Skip to main content

Channel Router Service — Jira-Ready Epics & User Stories

Status: populated Owner: Messaging Core Last updated: 2026-04-20 Service prefix: CHAN Scope: Multi-channel fallback engine (SMS → WhatsApp → Voice → Email), OTT provider adapters (WhatsApp Cloud API, Telegram Bot, Viber Business), inbound MO routing to tenant webhooks, conversational session management.
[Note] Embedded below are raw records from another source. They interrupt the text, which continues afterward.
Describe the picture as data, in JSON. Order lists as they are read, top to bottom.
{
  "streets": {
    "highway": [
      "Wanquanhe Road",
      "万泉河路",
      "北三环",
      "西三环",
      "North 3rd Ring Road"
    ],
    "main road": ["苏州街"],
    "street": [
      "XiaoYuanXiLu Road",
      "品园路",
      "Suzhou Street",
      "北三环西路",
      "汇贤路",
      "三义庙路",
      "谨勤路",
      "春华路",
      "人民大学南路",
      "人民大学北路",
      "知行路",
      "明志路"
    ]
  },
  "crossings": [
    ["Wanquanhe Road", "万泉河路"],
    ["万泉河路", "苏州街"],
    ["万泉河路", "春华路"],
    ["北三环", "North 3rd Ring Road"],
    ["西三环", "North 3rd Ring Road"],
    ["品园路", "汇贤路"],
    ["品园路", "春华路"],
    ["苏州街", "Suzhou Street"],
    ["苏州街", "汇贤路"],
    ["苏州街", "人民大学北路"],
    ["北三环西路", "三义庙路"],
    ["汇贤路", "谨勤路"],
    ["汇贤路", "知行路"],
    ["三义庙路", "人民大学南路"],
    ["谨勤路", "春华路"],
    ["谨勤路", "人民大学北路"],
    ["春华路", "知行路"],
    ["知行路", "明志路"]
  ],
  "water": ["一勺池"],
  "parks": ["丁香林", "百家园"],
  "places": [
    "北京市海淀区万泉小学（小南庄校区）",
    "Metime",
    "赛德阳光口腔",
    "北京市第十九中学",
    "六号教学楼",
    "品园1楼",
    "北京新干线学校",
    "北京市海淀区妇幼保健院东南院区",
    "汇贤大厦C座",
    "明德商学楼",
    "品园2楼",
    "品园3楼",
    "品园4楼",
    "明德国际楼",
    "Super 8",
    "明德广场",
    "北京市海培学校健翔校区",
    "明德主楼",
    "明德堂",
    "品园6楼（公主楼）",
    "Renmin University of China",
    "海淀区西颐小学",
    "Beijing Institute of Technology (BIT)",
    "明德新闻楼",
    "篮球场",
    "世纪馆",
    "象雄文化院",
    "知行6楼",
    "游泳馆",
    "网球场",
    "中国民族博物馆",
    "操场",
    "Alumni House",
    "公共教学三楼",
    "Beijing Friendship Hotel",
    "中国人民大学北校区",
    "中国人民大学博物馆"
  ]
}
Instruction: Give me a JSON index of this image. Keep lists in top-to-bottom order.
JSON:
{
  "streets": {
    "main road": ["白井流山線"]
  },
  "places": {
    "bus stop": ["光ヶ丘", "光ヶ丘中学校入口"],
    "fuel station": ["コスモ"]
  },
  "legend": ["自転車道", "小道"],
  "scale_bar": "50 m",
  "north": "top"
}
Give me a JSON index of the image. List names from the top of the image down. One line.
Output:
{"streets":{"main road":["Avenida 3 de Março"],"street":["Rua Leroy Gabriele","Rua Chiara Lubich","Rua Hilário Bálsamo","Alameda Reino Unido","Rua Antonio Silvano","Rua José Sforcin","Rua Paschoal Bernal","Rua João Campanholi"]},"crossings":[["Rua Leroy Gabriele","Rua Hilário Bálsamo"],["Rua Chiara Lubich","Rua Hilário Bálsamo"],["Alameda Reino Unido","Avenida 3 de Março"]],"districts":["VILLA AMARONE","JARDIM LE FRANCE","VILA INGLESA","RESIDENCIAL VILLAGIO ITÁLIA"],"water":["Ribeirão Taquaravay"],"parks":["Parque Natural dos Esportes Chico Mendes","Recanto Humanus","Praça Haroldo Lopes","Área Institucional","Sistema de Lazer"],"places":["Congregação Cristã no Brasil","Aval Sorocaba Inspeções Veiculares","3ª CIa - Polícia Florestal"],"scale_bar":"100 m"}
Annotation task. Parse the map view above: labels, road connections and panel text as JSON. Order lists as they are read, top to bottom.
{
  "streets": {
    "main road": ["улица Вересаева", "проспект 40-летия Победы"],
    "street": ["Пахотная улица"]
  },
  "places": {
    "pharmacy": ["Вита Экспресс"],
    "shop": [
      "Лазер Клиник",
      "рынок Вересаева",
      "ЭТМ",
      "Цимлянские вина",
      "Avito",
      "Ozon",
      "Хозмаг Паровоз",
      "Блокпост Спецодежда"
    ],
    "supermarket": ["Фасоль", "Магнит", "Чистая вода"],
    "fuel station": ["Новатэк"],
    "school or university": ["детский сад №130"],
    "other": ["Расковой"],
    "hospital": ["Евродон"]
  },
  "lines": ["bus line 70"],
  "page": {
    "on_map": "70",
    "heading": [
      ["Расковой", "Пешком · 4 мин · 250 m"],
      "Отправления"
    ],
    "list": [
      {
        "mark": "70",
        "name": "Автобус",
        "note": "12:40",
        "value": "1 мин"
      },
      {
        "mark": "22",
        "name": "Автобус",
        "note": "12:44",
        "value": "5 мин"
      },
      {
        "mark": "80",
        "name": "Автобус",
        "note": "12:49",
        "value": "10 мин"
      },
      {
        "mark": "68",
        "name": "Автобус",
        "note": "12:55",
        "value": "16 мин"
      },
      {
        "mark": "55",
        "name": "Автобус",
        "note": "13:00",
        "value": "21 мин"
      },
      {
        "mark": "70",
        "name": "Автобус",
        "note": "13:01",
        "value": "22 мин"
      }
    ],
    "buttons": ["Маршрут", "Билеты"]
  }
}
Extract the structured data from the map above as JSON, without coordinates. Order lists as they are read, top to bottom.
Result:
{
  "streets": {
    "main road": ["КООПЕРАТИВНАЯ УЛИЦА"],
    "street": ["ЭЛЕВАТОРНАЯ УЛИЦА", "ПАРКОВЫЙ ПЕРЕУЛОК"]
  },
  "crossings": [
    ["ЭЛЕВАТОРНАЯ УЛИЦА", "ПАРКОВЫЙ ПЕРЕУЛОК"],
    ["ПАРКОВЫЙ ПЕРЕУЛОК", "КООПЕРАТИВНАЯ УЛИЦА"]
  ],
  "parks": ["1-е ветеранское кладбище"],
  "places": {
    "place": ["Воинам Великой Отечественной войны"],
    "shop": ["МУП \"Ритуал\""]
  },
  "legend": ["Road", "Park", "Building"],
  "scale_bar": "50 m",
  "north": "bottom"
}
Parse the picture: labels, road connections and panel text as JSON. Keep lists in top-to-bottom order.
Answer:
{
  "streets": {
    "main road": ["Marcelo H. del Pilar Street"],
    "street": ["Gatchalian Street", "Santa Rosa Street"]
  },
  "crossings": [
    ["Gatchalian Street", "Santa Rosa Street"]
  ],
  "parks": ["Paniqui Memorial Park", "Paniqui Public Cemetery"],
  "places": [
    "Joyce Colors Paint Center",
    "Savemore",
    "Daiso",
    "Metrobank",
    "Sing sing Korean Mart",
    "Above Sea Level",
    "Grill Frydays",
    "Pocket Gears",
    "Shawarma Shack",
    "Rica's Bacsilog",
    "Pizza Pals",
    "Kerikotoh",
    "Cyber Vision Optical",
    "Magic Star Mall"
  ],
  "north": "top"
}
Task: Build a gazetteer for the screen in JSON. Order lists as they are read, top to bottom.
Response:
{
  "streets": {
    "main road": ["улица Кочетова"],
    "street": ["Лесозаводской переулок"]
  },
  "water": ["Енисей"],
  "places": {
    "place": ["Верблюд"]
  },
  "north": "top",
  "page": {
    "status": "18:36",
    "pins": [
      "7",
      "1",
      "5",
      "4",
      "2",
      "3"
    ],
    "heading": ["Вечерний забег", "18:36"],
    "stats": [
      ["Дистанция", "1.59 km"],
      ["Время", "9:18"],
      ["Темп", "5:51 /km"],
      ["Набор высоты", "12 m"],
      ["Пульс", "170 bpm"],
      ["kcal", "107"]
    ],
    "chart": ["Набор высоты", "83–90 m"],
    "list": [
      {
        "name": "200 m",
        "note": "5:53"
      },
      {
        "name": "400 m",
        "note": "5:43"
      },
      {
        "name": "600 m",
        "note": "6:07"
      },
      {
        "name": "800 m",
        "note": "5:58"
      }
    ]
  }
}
Derived from docs/07-epics-and-user-stories.md §6.7 and ADR-0004 §3.


Epic Summary

Epic IDTitleStoriesPoints
EP-CHAN-01Multi-Channel Fallback Engine (SMS → WhatsApp BSP → Voice OTP → email) per Recipient ProfileUS-CHAN-001 – US-CHAN-00842
EP-CHAN-02OTT Provider Adapters (WhatsApp Cloud API, Telegram Bot, Viber)US-CHAN-009 – US-CHAN-01429
EP-CHAN-03Inbound MO Routing to Tenant Webhook (2-way SMS)US-CHAN-015 – US-CHAN-01818
EP-CHAN-04Conversational Session ManagerUS-CHAN-019 – US-CHAN-02319
Total23 stories108

EP-CHAN-01 · Multi-Channel Fallback Engine

Context: Per-recipient ladder traversal across SMS, WhatsApp, Voice OTP, and Email channels driven by tenant policy and recipient profile. Single canonical outcome event per recipient.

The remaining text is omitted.